**Task**
Find out how many lines of the material contain the string "stream" and give only that figure.

**Data shown**
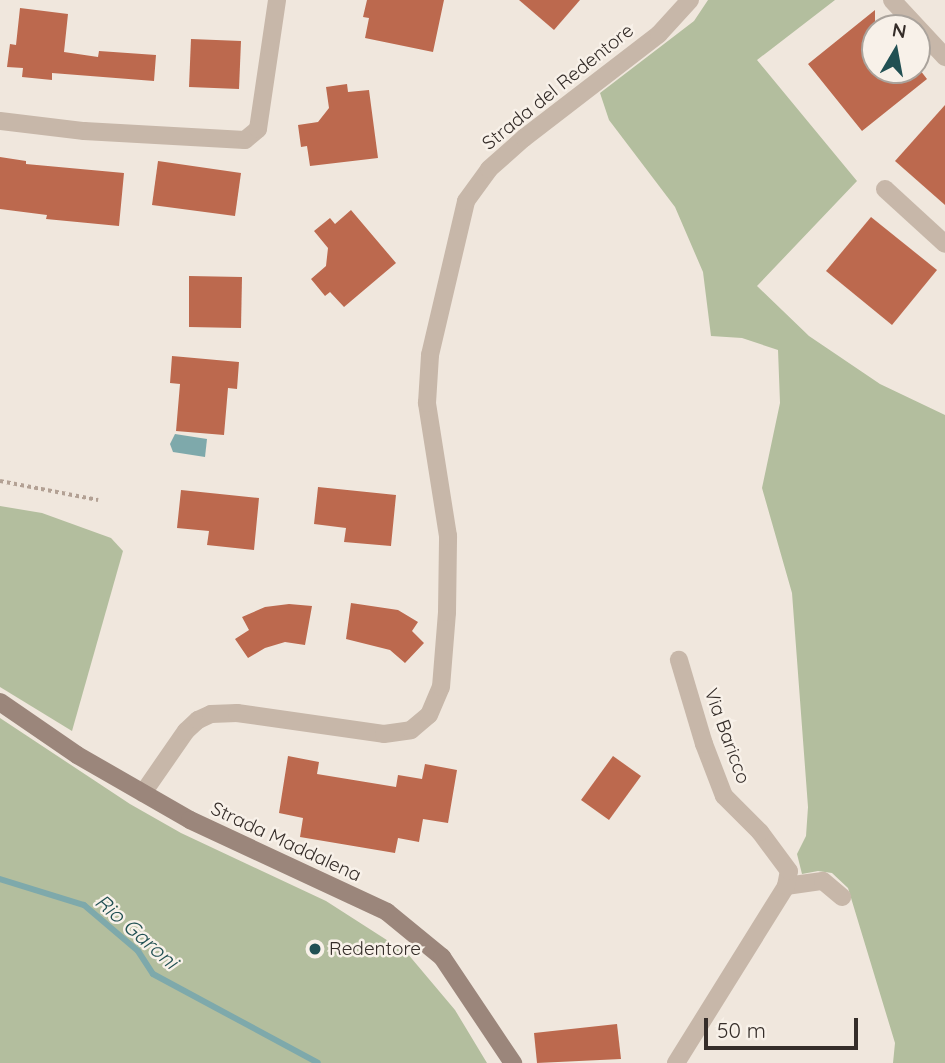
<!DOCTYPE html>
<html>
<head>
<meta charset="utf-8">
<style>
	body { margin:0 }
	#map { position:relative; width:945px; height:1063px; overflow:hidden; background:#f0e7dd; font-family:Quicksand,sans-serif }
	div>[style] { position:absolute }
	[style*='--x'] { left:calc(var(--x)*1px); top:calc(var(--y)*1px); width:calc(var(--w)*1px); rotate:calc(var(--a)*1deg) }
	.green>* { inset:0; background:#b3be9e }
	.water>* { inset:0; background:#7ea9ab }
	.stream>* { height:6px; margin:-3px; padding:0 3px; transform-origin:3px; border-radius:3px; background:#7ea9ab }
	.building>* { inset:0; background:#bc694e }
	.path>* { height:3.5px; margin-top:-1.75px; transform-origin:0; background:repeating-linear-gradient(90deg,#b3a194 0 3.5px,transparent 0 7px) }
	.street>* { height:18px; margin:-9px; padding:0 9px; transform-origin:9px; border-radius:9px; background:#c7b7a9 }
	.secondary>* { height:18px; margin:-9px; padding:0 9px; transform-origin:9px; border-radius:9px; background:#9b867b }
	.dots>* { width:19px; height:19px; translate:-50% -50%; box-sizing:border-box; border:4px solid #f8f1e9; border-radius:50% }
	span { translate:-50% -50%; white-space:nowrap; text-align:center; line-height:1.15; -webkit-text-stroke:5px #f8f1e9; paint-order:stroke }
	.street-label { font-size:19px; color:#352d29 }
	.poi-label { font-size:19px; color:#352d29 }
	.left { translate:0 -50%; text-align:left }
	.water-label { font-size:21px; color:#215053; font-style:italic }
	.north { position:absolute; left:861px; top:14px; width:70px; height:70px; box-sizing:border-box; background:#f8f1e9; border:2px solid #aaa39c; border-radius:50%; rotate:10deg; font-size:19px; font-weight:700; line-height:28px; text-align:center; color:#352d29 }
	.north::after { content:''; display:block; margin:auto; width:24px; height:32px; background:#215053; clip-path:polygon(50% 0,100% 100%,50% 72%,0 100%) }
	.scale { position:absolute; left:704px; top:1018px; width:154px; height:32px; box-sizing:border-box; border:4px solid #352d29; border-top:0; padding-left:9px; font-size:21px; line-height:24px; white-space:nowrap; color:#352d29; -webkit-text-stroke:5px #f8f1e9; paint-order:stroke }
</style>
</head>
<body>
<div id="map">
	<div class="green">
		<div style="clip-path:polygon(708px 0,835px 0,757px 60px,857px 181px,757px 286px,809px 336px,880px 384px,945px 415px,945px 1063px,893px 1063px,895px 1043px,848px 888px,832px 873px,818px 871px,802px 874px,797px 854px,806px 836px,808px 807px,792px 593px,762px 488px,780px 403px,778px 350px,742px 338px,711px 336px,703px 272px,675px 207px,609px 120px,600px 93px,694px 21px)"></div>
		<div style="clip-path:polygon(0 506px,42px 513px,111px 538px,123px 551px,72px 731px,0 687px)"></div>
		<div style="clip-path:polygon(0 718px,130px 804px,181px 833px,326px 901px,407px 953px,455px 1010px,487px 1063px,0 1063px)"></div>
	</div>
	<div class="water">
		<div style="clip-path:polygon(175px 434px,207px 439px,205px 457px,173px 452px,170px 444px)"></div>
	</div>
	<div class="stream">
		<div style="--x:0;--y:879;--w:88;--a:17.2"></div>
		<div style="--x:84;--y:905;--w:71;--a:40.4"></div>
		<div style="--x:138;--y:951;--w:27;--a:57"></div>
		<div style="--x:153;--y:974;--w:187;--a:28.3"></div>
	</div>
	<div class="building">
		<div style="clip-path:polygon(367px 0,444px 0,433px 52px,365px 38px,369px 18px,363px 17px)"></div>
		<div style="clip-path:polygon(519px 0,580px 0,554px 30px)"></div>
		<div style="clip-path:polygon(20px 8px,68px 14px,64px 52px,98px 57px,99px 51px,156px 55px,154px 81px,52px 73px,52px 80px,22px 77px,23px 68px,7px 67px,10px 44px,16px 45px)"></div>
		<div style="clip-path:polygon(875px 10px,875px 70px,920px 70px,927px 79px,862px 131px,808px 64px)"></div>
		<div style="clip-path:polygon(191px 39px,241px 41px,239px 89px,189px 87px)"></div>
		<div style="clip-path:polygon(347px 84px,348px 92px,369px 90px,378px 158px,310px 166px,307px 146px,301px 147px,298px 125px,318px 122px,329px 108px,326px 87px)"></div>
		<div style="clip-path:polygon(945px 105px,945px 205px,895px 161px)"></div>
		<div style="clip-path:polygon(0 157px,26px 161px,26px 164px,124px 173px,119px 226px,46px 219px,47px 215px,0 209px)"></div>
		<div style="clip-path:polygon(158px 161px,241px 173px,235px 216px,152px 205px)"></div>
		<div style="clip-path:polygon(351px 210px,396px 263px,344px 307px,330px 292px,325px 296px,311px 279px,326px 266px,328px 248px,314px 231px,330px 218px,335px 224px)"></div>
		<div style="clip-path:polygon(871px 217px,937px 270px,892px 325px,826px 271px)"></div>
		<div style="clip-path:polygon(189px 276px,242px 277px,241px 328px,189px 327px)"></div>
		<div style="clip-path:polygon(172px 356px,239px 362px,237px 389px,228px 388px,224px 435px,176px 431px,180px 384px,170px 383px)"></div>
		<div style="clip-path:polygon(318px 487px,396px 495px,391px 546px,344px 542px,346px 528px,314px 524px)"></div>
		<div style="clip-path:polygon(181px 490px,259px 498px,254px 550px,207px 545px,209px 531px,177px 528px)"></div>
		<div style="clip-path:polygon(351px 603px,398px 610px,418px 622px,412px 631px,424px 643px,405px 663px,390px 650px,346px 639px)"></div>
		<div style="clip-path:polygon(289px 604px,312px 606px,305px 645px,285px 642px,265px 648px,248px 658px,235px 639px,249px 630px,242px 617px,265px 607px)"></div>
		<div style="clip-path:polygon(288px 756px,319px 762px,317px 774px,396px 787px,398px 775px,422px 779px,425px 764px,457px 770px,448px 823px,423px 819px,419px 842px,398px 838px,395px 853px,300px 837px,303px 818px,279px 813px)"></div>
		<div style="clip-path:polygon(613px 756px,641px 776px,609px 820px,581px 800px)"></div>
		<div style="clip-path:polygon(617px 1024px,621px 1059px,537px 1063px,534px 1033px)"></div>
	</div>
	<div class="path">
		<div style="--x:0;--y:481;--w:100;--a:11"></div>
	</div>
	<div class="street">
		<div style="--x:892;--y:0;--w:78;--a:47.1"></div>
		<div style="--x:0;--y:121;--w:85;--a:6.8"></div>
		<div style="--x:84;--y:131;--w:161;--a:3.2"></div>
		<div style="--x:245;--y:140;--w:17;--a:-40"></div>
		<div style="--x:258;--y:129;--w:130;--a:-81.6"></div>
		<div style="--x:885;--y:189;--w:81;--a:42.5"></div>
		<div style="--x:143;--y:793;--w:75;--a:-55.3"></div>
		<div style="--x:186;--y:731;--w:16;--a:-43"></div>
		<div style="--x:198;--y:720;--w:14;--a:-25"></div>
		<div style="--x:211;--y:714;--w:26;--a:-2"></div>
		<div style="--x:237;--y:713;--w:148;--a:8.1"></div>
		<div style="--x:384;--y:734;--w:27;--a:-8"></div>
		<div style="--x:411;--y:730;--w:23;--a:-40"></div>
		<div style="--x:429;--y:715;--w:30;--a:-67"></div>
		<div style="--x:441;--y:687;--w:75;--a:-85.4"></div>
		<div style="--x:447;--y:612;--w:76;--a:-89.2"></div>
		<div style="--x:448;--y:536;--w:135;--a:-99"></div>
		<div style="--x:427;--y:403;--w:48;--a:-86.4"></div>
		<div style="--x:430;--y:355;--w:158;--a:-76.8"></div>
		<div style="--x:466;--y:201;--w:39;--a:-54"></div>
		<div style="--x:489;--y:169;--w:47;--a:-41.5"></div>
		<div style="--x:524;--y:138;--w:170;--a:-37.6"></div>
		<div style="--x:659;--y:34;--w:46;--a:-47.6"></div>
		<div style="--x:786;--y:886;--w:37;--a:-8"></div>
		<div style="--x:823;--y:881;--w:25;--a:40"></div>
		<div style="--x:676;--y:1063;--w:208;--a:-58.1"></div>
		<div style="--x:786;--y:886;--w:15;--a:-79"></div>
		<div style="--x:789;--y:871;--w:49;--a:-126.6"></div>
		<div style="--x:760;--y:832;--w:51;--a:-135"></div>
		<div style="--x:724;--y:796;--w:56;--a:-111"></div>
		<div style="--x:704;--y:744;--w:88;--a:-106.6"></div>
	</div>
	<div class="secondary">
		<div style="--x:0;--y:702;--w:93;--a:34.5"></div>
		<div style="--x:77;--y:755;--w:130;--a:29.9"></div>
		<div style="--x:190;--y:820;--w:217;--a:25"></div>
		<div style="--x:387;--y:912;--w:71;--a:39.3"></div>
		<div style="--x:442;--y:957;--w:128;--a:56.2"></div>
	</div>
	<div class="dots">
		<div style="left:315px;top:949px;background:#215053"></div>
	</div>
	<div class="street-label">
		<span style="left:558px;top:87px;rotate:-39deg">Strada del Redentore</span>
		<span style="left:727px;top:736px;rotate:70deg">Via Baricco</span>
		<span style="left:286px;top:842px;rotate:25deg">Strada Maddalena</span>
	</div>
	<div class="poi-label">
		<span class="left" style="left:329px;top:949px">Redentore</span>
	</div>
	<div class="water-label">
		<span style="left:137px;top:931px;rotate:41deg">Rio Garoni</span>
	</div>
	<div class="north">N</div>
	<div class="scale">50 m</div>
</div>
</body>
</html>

**Problem solution**
2